Sobre Stoner, de John WILLIAMS, trad. de Marcos Mafferi (Rio de Janeiro: Rádio Londres, 2015, 314 p.).

 

            Alguns romances, na história da literatura, criam personagens que se tornam verdadeiros arquétipos de comportamentos, sentimentos ou situações. Como explicar o amor (romântico) impossível? Romeu e Julieta, de Shakespeare, bastam. Como entender o remorso? Raskólnikov, de Dostoiévski, é suficiente. Como adentrar “o clima” urbano da Paris (borbulhante como champanhe) do século XIX? Balzac, acima de todos, com a vasta Comédia Humana. Os grandes romances e contos contribuem para configurar o modo coletivo de sentir e de reagir ao mundo, portanto transformando-o a partir da arte literária, do manejo expressivo da palavra.

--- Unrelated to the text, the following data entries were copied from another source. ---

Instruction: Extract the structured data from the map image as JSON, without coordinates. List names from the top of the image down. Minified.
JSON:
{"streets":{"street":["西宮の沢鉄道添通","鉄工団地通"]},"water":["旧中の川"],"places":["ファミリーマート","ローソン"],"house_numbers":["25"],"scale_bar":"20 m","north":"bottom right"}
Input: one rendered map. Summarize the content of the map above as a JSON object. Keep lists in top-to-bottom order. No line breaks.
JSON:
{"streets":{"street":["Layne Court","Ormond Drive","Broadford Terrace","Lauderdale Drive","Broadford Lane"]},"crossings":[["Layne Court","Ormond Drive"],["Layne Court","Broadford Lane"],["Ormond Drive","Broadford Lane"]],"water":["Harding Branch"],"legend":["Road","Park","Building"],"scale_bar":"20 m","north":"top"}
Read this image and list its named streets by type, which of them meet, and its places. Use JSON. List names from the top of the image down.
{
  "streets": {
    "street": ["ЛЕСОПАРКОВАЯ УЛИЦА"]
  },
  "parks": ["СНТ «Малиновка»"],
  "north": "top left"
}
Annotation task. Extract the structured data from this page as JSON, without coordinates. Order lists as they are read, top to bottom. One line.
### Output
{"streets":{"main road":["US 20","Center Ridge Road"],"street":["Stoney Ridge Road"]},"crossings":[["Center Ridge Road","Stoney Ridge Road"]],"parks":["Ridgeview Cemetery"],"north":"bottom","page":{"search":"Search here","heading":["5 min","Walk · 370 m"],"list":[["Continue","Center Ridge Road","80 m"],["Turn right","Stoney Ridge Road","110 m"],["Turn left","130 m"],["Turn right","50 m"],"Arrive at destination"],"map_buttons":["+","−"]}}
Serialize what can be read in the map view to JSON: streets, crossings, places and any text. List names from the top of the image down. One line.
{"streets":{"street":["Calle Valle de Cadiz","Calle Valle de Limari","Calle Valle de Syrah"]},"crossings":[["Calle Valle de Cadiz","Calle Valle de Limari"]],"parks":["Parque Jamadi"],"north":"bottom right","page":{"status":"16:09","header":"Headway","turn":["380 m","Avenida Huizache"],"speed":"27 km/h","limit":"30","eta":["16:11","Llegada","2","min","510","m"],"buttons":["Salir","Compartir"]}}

            Stoner (1965), de John Williams, pode ser colocado na estante dessas obras alicerçantes. O que é ser estoico (essa atitude filosófica hoje em moda, no discurso; rara, porém, nas práticas quotidianas) ou resiliente (essa necessidade face à vida dura da modernidade e pós-modernidade)? É viver como viveu o professor universitário William Stoner. Sua vida (1891-1956), que atravessou as duas guerras mundiais, vista em retrospectiva, é de uma beleza pungente. Vivê-la, entretanto, como ele a viveu, é que são elas: precisou ser como sugere seu sobrenome – algo como "petrificante" ou "petrificador" – ou seja, emergir de adversas condições, em meio a elas vindo a ser, sustentar-se com seus próprios meios físicos, sem meios para reclamar ou pedir ajuda.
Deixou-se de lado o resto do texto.